Another popular success was a stage adaptation of Sinclair Lewis’s novel It Can’t Happen Here, which sounded the alarm that fascism could come to the United States. How Long Brethren? was a modern dance production set to the music of Black spirituals. Problematic was the fact that the dancers were White and the chorus was Black. One Third of a Nation, an example of what were called “Living Newspapers” – which focused on contemporary issues and often featured an editorializing narrator – exposed the housing crisis in New York City. Shapiro also examines several projects such as Liberty Deferred, which, exposing the epidemic of lynching, became too controversial and was scuttled.

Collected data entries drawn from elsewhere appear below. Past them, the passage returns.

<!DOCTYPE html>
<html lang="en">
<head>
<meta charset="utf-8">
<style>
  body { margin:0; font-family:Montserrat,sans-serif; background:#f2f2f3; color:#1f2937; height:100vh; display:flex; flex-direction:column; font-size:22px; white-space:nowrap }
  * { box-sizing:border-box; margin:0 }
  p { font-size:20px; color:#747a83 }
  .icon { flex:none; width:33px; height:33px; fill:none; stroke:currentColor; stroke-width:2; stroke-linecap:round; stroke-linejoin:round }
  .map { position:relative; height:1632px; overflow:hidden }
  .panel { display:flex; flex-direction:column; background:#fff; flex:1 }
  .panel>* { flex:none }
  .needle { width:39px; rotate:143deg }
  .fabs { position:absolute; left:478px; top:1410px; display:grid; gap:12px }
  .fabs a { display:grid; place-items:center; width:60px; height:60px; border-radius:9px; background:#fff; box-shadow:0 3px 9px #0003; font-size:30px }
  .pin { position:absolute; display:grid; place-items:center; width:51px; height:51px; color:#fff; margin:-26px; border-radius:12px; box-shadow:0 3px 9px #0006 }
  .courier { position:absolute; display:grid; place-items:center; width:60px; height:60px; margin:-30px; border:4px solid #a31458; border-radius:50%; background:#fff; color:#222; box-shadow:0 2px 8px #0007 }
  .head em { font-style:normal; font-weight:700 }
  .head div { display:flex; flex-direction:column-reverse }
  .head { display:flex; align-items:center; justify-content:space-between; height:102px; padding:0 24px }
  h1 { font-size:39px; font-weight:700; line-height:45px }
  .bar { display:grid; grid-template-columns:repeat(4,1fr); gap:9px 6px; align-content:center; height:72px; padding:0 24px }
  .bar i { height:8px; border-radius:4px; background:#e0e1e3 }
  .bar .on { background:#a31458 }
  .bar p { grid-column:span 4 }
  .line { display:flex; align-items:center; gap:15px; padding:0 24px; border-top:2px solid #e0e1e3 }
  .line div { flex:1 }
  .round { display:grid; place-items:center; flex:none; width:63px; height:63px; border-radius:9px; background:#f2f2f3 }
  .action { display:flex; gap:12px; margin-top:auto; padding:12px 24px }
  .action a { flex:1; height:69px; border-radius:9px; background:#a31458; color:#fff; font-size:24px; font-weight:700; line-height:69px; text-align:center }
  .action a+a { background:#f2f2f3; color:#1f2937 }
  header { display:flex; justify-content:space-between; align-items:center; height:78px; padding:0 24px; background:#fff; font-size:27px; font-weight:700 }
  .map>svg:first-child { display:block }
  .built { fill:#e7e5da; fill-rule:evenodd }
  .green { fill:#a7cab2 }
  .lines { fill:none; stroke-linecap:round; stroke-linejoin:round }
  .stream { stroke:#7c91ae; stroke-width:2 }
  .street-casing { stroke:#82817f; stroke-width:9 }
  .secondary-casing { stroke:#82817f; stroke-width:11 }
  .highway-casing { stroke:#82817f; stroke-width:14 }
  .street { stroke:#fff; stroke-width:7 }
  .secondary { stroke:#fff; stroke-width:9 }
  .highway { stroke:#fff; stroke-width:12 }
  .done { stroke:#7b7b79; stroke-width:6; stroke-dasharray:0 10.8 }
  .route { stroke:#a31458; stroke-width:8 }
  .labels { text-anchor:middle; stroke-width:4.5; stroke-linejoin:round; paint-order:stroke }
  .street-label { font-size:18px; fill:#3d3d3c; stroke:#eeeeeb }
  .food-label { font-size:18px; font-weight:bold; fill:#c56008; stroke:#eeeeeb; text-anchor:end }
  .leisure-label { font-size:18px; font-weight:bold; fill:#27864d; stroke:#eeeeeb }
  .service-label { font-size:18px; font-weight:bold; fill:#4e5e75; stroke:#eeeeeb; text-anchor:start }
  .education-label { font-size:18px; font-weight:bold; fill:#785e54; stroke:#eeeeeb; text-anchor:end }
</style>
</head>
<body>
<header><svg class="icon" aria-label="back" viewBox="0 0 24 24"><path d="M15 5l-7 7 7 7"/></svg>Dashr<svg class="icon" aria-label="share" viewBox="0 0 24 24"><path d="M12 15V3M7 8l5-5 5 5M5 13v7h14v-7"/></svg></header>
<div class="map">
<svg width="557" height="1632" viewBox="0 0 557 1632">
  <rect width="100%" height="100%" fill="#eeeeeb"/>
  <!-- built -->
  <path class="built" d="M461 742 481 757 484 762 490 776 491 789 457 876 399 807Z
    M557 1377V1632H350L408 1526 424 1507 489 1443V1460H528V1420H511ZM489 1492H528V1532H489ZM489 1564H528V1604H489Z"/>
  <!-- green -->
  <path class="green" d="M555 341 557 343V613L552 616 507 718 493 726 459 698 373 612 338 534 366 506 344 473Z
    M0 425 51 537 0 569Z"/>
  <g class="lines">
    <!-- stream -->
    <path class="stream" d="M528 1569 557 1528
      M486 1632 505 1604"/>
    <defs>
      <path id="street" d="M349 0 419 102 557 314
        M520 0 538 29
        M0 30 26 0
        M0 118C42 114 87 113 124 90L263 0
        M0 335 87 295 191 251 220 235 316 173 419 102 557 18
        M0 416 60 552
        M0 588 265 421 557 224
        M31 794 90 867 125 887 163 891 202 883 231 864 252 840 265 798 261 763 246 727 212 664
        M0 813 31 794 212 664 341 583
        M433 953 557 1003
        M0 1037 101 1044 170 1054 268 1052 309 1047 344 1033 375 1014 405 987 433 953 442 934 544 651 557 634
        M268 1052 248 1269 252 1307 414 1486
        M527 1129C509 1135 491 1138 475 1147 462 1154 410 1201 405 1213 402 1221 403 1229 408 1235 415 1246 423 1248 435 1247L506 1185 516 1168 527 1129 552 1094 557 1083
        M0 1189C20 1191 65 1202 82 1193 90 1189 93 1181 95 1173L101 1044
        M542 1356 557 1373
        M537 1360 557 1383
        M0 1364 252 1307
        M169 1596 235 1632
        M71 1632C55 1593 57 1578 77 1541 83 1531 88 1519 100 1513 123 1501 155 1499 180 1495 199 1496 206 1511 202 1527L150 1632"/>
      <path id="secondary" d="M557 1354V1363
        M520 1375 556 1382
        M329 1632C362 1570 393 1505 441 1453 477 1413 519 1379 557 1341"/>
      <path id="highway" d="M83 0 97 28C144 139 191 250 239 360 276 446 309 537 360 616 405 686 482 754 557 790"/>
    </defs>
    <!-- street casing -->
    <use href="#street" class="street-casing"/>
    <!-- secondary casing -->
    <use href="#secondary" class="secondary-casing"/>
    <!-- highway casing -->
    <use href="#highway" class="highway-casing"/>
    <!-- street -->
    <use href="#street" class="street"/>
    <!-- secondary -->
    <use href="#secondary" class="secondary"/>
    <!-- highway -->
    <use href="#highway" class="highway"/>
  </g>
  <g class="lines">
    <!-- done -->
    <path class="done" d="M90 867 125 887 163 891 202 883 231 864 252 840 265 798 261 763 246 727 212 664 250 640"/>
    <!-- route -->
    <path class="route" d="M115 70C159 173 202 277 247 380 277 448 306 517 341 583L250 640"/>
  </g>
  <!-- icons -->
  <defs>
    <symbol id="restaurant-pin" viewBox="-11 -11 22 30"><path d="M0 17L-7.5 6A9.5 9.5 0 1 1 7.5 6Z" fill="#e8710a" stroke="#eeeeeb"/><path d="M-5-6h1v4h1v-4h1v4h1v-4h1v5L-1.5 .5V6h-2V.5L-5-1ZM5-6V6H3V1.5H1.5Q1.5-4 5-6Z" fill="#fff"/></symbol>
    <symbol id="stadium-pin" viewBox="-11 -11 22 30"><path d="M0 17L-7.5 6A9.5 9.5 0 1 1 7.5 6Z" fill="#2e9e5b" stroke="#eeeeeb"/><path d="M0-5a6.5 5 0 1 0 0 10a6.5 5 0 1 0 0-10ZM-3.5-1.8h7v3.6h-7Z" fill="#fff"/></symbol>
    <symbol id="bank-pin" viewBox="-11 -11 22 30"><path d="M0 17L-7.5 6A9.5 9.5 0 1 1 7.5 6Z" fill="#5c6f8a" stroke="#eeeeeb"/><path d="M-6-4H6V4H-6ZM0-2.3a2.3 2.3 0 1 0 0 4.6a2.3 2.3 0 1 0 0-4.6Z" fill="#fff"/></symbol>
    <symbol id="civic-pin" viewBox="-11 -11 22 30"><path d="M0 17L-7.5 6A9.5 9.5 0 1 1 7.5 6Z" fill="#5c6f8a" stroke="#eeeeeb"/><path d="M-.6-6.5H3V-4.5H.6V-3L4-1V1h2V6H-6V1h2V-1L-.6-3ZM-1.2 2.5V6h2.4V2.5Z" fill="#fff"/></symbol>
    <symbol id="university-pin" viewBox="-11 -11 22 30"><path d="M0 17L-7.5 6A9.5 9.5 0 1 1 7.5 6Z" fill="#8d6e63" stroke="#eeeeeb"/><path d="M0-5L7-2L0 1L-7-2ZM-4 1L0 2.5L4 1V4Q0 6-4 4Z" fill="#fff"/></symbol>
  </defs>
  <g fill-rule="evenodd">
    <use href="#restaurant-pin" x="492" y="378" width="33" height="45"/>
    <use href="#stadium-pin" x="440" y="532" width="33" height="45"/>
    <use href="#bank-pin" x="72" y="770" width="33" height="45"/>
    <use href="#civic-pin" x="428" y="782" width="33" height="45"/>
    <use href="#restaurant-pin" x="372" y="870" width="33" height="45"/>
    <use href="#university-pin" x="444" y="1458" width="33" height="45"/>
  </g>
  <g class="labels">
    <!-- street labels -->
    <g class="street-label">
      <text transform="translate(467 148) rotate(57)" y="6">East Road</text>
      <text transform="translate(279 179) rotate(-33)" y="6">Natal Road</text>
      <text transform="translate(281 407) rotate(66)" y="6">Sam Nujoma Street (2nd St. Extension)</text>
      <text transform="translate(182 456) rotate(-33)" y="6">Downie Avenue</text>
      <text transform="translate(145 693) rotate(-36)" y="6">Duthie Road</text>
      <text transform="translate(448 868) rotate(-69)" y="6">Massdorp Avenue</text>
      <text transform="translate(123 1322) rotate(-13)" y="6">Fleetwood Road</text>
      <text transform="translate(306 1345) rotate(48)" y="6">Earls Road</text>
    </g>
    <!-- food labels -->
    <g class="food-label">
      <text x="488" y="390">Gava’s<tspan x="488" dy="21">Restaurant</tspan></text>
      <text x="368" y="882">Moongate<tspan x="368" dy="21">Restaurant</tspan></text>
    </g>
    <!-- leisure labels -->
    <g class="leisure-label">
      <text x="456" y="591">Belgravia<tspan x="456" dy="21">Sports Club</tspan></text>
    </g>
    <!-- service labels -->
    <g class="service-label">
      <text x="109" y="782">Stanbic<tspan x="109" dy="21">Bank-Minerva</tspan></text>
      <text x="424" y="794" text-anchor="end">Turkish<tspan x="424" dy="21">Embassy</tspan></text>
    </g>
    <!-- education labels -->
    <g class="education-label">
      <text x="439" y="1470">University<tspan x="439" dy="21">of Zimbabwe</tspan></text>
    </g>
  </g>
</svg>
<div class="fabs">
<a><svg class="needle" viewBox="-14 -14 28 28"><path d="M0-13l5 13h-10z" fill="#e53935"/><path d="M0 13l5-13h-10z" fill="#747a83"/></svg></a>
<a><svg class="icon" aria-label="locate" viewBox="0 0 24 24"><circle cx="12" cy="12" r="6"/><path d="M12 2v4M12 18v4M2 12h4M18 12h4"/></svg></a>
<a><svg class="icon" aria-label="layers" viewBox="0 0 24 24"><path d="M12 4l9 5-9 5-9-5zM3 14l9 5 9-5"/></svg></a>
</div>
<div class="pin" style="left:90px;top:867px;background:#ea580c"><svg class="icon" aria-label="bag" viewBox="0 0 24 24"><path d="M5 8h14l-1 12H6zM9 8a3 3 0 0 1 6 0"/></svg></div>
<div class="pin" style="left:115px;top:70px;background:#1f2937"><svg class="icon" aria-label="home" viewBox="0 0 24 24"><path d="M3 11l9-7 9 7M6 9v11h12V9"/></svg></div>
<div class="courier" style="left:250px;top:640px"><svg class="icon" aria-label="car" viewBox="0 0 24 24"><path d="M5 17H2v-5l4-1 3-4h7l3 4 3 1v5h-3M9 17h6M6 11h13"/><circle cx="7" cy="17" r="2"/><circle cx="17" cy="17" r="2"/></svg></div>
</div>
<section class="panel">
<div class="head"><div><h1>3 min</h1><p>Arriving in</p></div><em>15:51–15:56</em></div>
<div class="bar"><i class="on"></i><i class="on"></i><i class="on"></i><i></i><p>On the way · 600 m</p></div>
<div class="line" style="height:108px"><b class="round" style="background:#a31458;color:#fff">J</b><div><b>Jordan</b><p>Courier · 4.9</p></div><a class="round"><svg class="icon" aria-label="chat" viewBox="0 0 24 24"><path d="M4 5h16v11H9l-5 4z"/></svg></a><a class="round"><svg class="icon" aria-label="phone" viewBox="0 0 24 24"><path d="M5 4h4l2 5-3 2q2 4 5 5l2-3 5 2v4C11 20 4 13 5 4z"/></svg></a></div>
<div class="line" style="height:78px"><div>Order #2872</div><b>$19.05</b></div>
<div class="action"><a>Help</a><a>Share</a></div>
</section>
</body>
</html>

However, Shapiro is less interested in a complete history of the Federal Theatre Project than in examining the culture war that resulted in its demise. For all of the occasional weaknesses in conception and execution, he is melancholic about the failed idealism of the project. He endorses Flanagan’s verdict that the “first government-sponsored theatre in the United States was doing what it could to keep alive ‘the free, inquiring critical spirit’ which is the center and core of a democracy.” He portrays its nemesis, Texas Congressman Dies, as “an opportunistic, America-first, anti-immigrant, anti-labor, racist politician with few scruples, for whom power and popularity mattered more than ideology.” Although Dies died in 1972, his kind has not gone away.——————————————————————————————————————
The Playbook: A Story of Theater, Democracy, and the Making of a Culture War; by James Shapiro; Penguin Press; 2024; $30.00.